Re: [patch 3/3] mm: memcontrol: fix transparent huge page allocations under pressure

From: Johannes Weiner
Date: Sat Oct 11 2014 - 19:28:41 EST


On Wed, Oct 08, 2014 at 01:47:25PM -0400, Johannes Weiner wrote:
> On Wed, Oct 08, 2014 at 05:33:29PM +0200, Michal Hocko wrote:
> > On Tue 07-10-14 21:11:06, Johannes Weiner wrote:
> > > On Tue, Oct 07, 2014 at 03:59:50PM +0200, Michal Hocko wrote:
> > > > Another part that matters is the size. Memcgs might be really small and
> > > > that changes the math. Large reclaim target will get to low prio reclaim
> > > > and thus the excessive reclaim.
> > >
> > > I already addressed page size vs. memcg size before.
> > >
> > > However, low priority reclaim does not result in excessive reclaim.
> > > The reclaim goal is checked every time it scanned SWAP_CLUSTER_MAX
> > > pages, and it exits if the goal has been met. See shrink_lruvec(),
> > > shrink_zone() etc.
> >
> > Now I am confused. shrink_zone will bail out but shrink_lruvec will loop
> > over nr[...] until they are empty and only updates the numbers to be
> > roughly proportional once:
> >
> > if (nr_reclaimed < nr_to_reclaim || scan_adjusted)
> > continue;
> >
> > /*
> > * For kswapd and memcg, reclaim at least the number of pages
> > * requested. Ensure that the anon and file LRUs are scanned
> > * proportionally what was requested by get_scan_count(). We
> > * stop reclaiming one LRU and reduce the amount scanning
> > * proportional to the original scan target.
> > */
> > [...]
> > scan_adjusted = true;
> >
> > Or do you rely on
> > /*
> > * It's just vindictive to attack the larger once the smaller
> > * has gone to zero. And given the way we stop scanning the
> > * smaller below, this makes sure that we only make one nudge
> > * towards proportionality once we've got nr_to_reclaim.
> > */
> > if (!nr_file || !nr_anon)
> > break;
> >
> > and SCAN_FILE because !inactive_file_is_low?
>
> That function is indeed quite confusing.
>
> Once nr_to_reclaim has been met, it looks at both LRUs and decides
> which one has the smaller scan target left, sets it to 0, and then
> scales the bigger target in proportion - that means if it scanned 10%
> of nr[file], it sets nr[anon] to 10% of its original size, minus the
> anon pages it already scanned. Based on that alone, overscanning is
> limited to twice the requested size, i.e. 4MB for a 2MB THP page,
> regardless of how low the priority drops.

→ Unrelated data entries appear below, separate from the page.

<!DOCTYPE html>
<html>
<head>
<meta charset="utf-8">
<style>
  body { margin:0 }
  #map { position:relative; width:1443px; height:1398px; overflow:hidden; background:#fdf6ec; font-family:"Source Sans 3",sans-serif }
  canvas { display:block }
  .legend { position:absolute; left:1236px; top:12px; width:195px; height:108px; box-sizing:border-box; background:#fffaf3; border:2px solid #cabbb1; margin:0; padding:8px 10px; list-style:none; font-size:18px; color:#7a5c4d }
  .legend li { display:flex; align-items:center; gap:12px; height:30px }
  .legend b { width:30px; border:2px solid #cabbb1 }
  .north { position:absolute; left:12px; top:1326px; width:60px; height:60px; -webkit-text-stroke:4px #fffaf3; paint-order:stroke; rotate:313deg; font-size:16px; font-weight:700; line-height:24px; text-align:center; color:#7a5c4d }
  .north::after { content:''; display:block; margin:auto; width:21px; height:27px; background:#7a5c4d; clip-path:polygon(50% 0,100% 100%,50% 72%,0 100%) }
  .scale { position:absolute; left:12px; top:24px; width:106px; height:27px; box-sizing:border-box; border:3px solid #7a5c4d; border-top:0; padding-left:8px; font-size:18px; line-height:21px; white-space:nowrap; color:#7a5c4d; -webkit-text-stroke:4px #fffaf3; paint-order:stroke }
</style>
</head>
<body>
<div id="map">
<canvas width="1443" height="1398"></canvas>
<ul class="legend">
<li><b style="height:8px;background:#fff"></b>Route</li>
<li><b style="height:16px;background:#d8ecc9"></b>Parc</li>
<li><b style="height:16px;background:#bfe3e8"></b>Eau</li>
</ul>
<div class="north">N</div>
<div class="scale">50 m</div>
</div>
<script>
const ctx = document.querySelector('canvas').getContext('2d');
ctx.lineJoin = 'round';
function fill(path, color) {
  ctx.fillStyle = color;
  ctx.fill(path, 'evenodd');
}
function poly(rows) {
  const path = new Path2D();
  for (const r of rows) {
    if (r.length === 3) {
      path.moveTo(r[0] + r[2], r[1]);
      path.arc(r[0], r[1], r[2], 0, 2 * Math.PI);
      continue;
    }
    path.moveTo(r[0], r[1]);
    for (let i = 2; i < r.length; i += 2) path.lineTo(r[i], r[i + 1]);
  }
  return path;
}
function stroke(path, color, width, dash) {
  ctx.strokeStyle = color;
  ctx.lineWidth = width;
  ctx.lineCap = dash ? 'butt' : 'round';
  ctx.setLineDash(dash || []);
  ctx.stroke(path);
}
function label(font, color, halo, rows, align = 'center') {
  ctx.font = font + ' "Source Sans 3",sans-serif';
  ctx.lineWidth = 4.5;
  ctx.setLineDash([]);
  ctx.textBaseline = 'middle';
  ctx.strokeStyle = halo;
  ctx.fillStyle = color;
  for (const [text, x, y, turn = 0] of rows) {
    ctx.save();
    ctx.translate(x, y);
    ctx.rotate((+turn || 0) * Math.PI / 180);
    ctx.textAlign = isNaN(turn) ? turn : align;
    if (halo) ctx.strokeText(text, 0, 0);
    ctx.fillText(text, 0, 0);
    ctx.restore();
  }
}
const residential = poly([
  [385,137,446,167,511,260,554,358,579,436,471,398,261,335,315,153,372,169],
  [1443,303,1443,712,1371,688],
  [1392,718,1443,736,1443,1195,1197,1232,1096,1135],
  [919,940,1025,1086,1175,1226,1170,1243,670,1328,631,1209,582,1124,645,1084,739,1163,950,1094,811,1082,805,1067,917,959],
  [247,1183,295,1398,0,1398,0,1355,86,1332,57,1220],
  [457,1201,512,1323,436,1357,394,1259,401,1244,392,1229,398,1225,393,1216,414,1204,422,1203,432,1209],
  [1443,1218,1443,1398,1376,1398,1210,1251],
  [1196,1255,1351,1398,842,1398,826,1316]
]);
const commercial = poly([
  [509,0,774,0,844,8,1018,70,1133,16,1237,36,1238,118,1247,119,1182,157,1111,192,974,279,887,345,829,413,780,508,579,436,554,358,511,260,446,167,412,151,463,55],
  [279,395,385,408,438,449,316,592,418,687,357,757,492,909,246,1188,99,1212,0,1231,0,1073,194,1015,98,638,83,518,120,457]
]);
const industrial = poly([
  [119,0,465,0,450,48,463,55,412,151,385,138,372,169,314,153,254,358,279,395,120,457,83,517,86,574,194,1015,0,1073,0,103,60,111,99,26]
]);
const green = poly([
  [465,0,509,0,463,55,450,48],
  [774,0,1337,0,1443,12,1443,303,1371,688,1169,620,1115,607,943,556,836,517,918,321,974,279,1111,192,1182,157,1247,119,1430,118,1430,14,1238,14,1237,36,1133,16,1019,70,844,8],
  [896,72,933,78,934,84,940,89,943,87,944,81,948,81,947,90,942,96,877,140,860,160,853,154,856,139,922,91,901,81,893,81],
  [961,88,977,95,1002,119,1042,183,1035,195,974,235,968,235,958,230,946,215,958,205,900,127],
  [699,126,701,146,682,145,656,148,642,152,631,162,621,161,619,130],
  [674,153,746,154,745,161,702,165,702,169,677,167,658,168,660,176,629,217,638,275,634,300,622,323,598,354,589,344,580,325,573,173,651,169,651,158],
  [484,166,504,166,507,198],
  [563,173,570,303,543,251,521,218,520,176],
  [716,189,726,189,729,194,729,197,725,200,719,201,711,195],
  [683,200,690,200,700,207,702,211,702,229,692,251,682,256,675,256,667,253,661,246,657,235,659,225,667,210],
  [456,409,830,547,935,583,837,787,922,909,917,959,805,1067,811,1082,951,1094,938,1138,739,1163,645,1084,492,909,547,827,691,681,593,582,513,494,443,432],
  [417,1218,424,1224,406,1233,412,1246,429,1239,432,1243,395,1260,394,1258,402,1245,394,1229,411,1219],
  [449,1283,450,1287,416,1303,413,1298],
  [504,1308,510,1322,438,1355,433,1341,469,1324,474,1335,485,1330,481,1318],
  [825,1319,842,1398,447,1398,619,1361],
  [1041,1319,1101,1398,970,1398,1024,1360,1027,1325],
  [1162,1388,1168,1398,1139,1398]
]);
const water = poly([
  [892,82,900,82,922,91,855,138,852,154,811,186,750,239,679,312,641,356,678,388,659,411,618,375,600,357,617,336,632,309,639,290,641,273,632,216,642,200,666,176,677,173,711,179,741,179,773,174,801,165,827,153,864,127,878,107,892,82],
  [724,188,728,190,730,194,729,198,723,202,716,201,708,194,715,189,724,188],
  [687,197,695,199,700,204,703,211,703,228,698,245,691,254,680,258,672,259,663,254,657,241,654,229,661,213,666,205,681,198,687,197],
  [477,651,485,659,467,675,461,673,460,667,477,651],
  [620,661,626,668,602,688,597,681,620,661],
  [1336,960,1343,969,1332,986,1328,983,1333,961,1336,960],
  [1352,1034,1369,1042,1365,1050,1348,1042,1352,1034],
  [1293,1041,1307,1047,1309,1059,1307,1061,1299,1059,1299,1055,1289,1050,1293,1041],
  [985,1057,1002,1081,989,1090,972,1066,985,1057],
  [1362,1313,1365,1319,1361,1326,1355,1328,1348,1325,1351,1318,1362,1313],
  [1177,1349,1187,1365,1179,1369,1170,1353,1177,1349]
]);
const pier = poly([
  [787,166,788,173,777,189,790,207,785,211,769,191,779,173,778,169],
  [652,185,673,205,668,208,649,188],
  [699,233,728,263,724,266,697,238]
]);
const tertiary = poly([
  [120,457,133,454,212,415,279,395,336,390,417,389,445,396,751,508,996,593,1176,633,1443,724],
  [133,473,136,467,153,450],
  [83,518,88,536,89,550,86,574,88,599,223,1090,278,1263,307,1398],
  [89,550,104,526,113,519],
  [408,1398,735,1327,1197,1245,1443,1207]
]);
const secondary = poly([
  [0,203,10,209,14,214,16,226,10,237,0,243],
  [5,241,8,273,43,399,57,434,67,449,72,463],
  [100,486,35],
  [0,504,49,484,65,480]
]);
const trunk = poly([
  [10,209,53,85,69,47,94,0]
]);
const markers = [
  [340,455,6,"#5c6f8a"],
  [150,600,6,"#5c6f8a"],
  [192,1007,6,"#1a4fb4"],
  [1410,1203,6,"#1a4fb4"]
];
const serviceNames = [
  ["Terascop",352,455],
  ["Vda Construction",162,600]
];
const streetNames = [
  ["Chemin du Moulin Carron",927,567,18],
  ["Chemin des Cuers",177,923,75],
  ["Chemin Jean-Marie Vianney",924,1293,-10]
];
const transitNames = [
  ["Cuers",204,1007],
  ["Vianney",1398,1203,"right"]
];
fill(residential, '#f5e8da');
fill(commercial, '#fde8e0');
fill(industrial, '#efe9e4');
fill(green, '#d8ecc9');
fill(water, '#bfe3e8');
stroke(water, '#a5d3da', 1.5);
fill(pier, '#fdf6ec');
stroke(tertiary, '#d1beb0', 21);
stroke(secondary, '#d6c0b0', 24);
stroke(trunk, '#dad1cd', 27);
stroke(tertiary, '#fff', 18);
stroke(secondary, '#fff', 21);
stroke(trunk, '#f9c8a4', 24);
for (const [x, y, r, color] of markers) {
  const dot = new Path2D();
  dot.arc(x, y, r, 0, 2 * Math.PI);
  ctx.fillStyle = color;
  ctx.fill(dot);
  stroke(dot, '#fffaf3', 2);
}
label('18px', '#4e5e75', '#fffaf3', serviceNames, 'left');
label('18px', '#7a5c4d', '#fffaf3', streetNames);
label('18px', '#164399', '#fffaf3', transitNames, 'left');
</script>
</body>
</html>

Sorry, this conclusion is incorrect. The proportionality code can
indeed lead to more overreclaim than that, although I think this is
actually not intended: the comment says "this makes sure we only make
one nudge towards proportionality once we've got nr_to_reclaim," but
once scan_adjusted we never actually check anymore. We we can end up
making a lot more nudges toward proportionality.

However, the following still applies, so it shouldn't matter:

> In practice, the VM is heavily biased to avoid swapping. The forceful
> SCAN_FILE you point out is one condition that avoids the proportional
> scan most of the time. But even the proportional scan is heavily
> biased towards cache - every cache insertion decreases the file
> recent_rotated/recent_scanned ratio, whereas anon faults do not.
>
> On top of that, anon pages start out on the active list, whereas cache
> starts on the inactive, which means that the majority of the anon scan
> target - should there be one - usually translates to deactivation.
>
> So in most cases, I'd expect the scanner to bail after nr_to_reclaim
> cache pages, and in low cache situations it might scan up to 2MB worth
> of anon pages, a small amount of which it might swap.
>
> I don't particularly like the decisions the current code makes, but it
> should work. We have put in a lot of effort to prevent overreclaim in
> the last few years, and a big part of this was decoupling the priority
> level from the actual reclaim results. Nowadays, the priority level
> should merely dictate the scan window and have no impact on the number
> of pages actually reclaimed. I don't expect that it will, but if it
> does, that's a reclaim bug that needs to be addressed. If we ask for
> N pages, it should never reclaim significantly more than that,
> regardless of how aggressively it has to scan to accomplish that.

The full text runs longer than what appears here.